BERUNのHigh Grade Lineの仕立てです。柔らかな生地は、立体感を得意とする縫い手にお願いすることで、より魅力が倍加します。(こちらは通常価格から+¥32,400で仕立てることができます。ゆくゆくはこちらのラインをメインにしていきたい、と考えております)

 

それにしても、イタリアの親父たちはおしゃれです。真夏でも必ずジャケットを着用しています。
土壁の色に合わせたオレンジやソラーロ(玉虫色)などの明るいジャケットをさらっと巧みに着こなしています。
ピタピタパンツや、お尻丸出しの短い上着丈のジャケットを着ている人たちなど皆無です。
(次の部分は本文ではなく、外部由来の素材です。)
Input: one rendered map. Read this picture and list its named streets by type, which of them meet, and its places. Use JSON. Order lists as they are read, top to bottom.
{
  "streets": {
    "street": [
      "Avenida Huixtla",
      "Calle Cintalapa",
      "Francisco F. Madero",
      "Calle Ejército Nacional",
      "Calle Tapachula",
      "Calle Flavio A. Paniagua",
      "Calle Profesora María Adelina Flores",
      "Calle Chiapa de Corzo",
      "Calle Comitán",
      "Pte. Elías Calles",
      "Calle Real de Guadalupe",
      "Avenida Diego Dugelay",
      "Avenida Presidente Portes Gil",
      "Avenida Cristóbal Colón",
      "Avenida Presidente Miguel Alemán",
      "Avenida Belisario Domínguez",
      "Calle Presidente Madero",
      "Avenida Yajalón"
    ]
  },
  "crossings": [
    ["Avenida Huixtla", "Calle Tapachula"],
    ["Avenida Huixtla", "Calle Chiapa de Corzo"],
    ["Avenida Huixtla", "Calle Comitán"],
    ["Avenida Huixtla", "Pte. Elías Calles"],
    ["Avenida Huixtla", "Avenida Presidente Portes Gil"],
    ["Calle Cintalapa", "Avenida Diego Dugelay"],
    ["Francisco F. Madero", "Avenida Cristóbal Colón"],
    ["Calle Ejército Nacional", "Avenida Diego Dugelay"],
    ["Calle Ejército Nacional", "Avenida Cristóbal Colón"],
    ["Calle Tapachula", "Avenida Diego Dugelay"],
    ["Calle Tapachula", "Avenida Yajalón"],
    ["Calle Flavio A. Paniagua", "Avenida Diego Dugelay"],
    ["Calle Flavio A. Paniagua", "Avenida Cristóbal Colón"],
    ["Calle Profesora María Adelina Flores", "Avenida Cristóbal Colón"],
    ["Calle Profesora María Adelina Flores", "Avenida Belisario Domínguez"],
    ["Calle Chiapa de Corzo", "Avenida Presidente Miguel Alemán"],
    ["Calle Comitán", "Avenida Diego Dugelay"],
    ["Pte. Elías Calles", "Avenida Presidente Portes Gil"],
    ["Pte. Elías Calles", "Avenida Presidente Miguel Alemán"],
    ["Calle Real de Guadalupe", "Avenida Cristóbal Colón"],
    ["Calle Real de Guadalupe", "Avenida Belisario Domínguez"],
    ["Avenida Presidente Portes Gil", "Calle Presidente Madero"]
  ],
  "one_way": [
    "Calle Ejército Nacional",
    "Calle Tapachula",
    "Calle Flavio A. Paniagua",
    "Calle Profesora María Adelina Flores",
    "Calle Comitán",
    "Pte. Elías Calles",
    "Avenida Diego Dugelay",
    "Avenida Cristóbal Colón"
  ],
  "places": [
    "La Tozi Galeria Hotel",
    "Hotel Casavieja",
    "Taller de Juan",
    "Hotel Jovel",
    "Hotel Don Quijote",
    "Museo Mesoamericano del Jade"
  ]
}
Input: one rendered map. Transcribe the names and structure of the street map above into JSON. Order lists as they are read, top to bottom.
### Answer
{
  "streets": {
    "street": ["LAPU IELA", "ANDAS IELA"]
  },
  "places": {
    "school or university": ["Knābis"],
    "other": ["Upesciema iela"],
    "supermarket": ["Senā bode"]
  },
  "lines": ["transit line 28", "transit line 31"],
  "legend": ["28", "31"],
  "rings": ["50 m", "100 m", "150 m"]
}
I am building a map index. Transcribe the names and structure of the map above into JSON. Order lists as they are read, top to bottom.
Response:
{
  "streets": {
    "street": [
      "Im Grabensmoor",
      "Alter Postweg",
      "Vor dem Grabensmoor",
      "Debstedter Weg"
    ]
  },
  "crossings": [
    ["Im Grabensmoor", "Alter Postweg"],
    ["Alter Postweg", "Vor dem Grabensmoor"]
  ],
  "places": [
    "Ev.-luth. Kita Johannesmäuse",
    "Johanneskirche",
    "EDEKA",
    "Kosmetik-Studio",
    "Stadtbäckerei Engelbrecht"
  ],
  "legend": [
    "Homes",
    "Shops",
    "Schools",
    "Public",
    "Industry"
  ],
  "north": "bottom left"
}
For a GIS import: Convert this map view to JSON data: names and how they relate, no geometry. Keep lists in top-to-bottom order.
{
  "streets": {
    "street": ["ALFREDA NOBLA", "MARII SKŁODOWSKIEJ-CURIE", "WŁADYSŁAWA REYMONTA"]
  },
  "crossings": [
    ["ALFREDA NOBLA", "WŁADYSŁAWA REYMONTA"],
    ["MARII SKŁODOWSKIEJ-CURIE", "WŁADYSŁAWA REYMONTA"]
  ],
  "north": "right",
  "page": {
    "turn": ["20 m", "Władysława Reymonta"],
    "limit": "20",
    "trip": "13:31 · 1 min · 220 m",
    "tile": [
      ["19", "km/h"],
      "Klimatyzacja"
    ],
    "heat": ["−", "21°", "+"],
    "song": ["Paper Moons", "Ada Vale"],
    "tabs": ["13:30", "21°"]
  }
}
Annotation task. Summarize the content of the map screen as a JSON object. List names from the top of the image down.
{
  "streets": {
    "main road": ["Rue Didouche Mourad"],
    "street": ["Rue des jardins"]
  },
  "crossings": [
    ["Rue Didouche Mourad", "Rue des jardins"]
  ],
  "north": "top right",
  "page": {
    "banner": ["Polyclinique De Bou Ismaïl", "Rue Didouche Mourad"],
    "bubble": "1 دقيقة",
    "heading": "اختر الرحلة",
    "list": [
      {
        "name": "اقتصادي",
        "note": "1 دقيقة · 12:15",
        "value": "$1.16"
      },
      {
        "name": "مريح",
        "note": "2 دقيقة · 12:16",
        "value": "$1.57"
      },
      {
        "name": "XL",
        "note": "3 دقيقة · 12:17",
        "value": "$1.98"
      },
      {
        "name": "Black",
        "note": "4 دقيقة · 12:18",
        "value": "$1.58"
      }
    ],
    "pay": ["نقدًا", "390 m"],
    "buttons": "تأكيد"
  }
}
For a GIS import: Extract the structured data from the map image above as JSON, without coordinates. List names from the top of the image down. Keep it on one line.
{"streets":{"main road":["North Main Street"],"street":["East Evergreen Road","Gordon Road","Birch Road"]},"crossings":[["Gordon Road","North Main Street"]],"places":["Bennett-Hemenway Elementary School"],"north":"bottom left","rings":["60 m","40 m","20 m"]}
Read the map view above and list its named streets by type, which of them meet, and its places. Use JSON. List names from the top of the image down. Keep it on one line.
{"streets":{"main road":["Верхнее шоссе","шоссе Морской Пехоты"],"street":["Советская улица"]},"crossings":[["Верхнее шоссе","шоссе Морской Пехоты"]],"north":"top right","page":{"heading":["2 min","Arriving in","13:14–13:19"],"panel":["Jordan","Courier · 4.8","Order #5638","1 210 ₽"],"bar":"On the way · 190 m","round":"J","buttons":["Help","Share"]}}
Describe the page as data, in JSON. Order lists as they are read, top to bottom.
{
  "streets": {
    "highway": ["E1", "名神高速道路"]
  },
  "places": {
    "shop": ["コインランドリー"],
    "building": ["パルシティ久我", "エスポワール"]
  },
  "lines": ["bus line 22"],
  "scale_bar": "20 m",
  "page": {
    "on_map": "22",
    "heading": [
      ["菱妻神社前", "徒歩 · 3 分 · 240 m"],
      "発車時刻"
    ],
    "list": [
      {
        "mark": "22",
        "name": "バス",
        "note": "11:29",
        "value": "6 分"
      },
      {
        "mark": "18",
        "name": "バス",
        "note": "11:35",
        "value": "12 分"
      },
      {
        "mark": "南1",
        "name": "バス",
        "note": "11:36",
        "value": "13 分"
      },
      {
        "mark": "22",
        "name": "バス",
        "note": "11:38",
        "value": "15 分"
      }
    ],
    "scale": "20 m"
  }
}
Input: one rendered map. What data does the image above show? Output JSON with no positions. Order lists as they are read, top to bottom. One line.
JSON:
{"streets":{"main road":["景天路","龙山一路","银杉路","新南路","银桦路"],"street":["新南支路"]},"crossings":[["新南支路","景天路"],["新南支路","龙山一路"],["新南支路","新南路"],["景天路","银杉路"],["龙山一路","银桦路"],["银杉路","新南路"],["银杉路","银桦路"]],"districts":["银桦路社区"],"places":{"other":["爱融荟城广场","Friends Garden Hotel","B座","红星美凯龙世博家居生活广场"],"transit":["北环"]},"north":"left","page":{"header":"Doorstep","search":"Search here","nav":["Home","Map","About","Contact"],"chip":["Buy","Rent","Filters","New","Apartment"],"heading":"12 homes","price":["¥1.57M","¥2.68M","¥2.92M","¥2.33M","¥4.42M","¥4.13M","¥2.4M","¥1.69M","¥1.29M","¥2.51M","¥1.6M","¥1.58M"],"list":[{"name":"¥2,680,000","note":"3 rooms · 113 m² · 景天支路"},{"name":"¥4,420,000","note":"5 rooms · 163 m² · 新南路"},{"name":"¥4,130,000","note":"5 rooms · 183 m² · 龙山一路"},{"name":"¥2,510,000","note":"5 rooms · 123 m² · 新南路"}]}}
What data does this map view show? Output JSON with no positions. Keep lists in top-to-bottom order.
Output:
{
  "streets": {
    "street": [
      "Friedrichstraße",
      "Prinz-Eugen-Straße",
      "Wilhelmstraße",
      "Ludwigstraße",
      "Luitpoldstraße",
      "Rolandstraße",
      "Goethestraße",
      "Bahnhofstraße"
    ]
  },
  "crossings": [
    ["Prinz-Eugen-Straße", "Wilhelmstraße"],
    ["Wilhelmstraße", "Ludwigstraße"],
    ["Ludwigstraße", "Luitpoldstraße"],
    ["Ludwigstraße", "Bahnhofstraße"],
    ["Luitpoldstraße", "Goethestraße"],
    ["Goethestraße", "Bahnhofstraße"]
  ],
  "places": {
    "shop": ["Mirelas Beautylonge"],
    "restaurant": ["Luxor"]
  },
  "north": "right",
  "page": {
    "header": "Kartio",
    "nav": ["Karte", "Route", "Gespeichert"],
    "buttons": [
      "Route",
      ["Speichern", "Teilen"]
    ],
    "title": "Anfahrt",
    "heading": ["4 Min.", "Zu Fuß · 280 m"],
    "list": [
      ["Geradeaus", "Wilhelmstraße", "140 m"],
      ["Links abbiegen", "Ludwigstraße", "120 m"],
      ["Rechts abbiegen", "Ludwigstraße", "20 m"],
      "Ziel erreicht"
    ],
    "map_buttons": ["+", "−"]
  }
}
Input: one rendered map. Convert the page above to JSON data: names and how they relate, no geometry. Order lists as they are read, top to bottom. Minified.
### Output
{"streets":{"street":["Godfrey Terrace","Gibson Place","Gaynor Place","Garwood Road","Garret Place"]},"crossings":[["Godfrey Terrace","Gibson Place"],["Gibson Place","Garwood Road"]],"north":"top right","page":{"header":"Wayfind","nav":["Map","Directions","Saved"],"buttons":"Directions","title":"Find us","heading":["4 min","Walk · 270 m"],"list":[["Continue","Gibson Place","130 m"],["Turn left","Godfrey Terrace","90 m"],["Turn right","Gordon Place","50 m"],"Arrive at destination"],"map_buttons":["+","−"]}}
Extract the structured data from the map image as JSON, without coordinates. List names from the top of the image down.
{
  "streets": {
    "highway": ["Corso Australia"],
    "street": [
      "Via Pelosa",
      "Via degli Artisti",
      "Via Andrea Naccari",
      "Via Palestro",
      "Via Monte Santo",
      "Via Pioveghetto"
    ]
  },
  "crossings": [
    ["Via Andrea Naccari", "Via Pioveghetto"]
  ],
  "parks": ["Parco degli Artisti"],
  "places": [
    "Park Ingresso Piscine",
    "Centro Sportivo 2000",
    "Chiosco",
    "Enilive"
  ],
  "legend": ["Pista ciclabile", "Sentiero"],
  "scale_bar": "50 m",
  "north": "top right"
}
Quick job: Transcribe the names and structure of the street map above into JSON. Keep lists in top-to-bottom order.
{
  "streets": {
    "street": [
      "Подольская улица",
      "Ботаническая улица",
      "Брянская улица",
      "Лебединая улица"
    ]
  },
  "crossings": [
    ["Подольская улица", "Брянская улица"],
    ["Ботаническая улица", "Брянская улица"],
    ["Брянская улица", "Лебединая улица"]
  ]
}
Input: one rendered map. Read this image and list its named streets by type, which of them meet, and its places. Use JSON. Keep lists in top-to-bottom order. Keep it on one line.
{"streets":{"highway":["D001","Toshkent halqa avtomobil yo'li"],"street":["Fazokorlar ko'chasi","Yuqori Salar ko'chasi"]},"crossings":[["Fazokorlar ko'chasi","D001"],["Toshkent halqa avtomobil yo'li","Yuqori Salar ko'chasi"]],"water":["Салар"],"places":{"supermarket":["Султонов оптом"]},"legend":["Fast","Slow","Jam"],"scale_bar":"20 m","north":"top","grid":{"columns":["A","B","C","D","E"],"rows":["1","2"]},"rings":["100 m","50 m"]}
街や風土に合った洋服を自然に選んでいます。
もちろん彼らはノータイで華やかなチーフを挿すスタイルが多いのですが、それが嫌味なくできるのが羨ましいですね。

対してイギリスの大人たちは、、、
いや、何も言わないでおきましょう。。
(小声:98%の人たちはよれたTシャツにジーンズです。イギリスの洋装文化はその残り2%の貴族階級とシティで働くエリートビジネスマンによって支えられています)

まぁ、この2カ国の差を見ると、雑誌が取り上げるのはどちらの方か、容易に察しがつくかと思います。

ビジネスシーンは英国モノ、夏のリゾートファッションは肩の力の抜けたイタリアモノで愉しむというのはいいではないでしょうか。